■ **Task to complete**
Wherever a line in the records contains the word "from", return that line.

■ **Stored data**
**********

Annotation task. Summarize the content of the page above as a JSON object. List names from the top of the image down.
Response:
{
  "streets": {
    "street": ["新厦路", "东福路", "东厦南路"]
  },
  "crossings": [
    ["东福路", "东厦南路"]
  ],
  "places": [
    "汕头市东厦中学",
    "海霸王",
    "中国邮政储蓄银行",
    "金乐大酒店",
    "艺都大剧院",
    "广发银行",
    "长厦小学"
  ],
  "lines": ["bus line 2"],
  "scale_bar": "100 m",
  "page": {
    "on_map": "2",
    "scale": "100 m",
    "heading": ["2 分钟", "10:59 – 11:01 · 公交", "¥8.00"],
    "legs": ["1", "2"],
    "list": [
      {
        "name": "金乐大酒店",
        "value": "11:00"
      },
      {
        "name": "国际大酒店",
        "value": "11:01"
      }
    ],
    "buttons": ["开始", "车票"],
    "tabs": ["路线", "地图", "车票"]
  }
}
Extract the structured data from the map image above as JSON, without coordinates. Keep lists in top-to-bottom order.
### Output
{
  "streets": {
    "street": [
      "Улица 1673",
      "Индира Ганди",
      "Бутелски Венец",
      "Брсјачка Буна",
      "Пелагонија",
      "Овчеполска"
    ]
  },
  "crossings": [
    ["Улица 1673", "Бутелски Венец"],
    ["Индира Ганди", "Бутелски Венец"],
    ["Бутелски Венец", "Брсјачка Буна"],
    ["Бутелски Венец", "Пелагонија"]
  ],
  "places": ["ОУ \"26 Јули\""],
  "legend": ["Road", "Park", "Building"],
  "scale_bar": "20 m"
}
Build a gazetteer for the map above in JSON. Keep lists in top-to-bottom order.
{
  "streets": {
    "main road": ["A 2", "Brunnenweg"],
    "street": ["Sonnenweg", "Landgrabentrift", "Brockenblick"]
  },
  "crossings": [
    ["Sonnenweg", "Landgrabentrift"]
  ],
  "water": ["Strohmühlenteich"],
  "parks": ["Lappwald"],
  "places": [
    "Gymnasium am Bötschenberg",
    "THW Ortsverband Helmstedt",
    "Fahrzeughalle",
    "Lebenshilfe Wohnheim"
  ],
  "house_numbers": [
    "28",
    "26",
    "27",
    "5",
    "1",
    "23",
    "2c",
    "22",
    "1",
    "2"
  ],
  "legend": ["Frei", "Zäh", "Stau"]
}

**********

■ **Output**
Annotation task. Summarize the content of the page above as a JSON object. List names from the top of the image down.
Extract the structured data from the map image above as JSON, without coordinates. Keep lists in top-to-bottom order.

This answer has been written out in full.